Staff turnover at Sunny View Nursing Home is high. At 65%, the facility is 18 percentage points above the Rhode Island average of 46%. Registered Nurse turnover is particularly concerning at 67%. RNs handle complex medical decisions and coordinate care — frequent RN changes can directly impact care quality. High turnover means new staff may not know residents' individual needs, medications, or preferences. It can also be disorienting for residents, especially those with dementia who rely on familiar faces. Families should ask: What is causing the turnover? What retention programs are in place? How do you ensure care continuity during staff transitions?

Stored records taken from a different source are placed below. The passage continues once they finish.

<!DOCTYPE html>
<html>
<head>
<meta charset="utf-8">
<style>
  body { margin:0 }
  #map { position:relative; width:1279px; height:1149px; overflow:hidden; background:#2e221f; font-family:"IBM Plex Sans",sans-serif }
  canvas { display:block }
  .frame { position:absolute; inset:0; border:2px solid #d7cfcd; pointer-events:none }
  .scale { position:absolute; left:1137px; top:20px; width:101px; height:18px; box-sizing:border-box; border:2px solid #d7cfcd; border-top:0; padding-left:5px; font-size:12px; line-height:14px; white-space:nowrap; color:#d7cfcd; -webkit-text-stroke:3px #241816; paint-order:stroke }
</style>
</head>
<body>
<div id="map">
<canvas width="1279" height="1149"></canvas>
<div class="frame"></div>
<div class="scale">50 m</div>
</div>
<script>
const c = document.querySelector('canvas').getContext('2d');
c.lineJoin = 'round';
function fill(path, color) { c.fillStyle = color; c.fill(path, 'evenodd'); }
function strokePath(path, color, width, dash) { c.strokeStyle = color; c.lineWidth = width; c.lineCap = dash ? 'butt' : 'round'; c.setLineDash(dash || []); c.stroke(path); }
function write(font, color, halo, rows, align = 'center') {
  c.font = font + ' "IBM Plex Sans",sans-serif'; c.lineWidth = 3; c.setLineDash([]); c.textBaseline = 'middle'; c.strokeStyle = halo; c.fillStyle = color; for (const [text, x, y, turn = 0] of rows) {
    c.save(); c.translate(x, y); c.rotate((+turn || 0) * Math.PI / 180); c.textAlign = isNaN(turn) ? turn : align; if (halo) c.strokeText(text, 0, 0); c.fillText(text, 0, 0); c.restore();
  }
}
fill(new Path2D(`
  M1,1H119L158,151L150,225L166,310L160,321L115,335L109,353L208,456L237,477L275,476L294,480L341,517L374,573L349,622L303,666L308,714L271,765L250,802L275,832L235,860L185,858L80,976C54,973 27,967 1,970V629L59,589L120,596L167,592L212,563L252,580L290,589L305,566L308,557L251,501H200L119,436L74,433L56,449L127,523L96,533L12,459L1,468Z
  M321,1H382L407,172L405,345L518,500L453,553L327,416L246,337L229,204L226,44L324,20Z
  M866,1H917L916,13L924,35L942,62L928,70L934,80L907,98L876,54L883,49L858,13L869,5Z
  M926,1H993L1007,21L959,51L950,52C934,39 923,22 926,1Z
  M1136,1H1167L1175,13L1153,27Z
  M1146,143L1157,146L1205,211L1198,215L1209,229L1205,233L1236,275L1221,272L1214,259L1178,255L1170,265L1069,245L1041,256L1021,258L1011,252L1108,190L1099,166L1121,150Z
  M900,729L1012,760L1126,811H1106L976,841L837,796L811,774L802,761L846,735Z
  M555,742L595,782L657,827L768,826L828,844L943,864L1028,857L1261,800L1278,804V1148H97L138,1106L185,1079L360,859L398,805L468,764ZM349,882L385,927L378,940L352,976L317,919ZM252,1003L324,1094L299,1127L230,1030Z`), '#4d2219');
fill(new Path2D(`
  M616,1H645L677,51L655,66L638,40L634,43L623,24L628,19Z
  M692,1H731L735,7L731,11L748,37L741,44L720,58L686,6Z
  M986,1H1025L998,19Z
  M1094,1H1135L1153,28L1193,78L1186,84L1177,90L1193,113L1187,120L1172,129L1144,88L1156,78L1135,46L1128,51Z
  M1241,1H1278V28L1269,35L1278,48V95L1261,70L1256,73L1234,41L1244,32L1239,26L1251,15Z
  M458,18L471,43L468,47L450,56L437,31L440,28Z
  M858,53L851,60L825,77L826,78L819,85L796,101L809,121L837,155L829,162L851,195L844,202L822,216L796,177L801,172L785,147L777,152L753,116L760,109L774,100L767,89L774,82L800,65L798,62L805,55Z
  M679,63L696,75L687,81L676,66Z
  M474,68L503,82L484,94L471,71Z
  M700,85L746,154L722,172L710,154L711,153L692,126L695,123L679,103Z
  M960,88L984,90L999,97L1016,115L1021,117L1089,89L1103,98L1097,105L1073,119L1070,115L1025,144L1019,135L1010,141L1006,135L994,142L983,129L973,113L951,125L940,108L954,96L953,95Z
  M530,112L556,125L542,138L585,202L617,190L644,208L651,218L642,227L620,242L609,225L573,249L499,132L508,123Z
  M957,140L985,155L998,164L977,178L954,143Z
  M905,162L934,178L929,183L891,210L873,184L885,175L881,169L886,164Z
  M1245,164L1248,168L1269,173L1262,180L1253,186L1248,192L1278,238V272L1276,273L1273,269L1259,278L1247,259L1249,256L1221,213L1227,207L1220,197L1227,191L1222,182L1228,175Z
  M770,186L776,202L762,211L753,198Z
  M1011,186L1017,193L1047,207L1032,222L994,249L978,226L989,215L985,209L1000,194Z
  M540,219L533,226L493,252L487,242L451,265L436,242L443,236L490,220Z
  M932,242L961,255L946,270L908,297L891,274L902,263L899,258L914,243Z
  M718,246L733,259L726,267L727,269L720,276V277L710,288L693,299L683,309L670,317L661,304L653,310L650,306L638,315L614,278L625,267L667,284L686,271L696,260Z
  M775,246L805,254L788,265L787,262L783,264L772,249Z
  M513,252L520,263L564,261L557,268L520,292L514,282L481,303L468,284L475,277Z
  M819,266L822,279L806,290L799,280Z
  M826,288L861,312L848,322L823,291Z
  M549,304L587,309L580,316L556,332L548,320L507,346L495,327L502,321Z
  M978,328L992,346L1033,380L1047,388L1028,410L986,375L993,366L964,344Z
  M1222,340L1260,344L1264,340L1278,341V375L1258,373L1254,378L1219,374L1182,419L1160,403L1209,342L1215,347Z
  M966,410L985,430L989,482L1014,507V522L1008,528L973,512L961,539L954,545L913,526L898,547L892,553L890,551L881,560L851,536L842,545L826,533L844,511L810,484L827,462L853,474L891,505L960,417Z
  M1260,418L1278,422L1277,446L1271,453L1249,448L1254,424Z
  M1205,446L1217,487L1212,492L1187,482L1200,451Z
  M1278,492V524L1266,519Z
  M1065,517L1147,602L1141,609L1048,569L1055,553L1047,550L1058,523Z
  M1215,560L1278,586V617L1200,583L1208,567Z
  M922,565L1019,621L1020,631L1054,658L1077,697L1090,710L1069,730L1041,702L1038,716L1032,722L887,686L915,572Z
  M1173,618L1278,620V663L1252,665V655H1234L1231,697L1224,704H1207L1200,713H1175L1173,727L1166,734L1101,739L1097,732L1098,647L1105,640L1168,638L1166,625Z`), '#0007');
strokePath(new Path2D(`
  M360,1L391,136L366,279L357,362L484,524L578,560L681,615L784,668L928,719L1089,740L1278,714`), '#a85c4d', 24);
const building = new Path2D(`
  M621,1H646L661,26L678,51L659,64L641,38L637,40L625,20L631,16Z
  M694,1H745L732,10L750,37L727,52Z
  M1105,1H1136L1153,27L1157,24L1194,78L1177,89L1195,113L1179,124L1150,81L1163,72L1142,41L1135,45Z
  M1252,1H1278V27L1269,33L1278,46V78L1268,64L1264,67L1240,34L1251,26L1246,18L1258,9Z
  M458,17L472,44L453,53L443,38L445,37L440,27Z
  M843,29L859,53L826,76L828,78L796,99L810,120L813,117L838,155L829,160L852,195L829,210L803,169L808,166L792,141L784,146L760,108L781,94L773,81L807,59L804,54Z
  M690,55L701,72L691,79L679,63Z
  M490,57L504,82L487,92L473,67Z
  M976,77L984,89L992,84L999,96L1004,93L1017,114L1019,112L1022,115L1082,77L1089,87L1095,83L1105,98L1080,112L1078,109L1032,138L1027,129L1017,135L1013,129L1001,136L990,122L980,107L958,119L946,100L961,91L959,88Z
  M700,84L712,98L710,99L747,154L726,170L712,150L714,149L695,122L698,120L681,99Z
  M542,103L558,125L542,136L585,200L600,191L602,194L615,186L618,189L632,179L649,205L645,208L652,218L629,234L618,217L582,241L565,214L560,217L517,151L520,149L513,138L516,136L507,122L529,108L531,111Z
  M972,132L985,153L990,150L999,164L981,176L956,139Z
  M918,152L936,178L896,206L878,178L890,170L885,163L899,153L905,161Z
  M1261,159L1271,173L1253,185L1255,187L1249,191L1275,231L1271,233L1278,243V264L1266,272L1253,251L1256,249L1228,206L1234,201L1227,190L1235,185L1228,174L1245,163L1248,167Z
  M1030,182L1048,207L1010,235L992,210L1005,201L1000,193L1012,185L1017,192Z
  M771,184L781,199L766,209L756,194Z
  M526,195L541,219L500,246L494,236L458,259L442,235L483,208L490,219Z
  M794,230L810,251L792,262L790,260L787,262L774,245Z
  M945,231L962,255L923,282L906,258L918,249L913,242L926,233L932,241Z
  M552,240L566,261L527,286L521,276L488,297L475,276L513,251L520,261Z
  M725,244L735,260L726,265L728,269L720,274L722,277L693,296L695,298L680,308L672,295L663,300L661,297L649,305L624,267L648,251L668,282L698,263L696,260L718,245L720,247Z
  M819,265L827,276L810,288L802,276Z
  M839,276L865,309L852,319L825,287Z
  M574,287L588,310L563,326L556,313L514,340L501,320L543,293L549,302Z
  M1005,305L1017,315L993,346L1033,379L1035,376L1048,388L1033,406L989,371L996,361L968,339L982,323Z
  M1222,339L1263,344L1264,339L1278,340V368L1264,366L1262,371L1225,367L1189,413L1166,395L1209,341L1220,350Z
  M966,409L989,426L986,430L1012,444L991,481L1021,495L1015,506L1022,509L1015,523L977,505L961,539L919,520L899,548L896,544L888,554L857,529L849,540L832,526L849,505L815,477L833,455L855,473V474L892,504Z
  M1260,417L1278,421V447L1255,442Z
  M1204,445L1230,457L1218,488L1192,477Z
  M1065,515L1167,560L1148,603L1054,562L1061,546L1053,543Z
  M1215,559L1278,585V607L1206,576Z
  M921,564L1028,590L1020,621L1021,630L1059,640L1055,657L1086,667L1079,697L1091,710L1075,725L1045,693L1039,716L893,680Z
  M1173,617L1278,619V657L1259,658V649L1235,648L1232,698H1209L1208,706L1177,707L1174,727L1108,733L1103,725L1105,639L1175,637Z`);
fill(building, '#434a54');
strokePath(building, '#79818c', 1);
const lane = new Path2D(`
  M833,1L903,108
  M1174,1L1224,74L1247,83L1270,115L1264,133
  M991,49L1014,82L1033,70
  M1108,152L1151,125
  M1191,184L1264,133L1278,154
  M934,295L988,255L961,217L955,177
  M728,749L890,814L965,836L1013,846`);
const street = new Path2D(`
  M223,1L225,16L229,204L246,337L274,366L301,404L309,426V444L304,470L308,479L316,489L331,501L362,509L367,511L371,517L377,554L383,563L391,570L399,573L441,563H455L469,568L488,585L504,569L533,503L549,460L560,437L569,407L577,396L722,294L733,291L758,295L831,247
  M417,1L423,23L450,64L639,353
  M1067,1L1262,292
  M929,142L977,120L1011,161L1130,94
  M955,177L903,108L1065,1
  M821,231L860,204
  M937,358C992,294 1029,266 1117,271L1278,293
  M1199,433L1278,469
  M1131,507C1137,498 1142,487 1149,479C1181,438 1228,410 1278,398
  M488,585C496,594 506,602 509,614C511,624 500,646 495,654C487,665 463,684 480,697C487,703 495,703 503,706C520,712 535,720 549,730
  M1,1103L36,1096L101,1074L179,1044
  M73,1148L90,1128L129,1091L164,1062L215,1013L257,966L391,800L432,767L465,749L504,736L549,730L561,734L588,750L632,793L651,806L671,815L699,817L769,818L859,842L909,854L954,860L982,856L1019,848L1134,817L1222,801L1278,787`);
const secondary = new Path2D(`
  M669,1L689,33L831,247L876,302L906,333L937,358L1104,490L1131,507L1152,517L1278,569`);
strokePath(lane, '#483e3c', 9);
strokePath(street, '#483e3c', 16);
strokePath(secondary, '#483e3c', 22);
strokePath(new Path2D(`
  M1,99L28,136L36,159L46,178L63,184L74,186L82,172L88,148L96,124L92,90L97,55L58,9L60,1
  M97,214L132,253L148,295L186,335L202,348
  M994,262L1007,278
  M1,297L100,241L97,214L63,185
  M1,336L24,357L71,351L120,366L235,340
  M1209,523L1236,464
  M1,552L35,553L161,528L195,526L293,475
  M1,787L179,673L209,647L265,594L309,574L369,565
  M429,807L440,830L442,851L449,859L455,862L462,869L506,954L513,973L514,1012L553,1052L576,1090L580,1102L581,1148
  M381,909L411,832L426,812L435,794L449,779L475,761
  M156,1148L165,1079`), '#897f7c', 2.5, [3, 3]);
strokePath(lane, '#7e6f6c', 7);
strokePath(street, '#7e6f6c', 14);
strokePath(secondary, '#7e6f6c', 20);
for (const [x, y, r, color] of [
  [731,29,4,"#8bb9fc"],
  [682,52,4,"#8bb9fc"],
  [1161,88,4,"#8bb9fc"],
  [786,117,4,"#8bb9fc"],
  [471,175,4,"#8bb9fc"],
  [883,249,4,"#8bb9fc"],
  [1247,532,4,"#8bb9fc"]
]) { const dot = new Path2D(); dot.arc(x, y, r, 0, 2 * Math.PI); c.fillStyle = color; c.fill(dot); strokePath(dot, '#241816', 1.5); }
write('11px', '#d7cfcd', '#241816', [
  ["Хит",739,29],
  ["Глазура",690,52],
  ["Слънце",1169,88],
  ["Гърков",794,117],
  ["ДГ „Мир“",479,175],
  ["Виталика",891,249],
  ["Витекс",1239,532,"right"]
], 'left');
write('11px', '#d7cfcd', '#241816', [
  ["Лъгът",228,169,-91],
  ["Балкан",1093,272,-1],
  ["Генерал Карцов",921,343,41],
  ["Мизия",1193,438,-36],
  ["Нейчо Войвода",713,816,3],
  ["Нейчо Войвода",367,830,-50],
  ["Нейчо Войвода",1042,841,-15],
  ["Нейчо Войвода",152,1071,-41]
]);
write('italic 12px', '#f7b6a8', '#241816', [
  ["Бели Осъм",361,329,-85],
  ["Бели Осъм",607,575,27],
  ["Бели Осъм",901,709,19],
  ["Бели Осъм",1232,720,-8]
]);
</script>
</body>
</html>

Was Sunny View Nursing Home Ever Fined?

Sunny View Nursing Home has been fined $82,734 across 3 penalty actions. This is above the Rhode Island average of $33,906. Fines in this range indicate compliance issues significant enough for CMS to impose meaningful financial consequences. Common causes include delayed correction of deficiencies, repeat violations, or care failures affecting resident safety. Families should ask facility leadership what changes have been made since these penalties.

Is Sunny View Nursing Home on Any Federal Watch List?

Sunny View Nursing Home is not on any federal watch list. The most significant is the Special Focus Facility (SFF) program, which identifies the bottom 1% of nursing homes nationally based on persistent, serious quality problems. Not being on this list means the facility has avoided the pattern of deficiencies that triggers enhanced federal oversight. This is a positive indicator, though families should still review the facility's inspection history directly.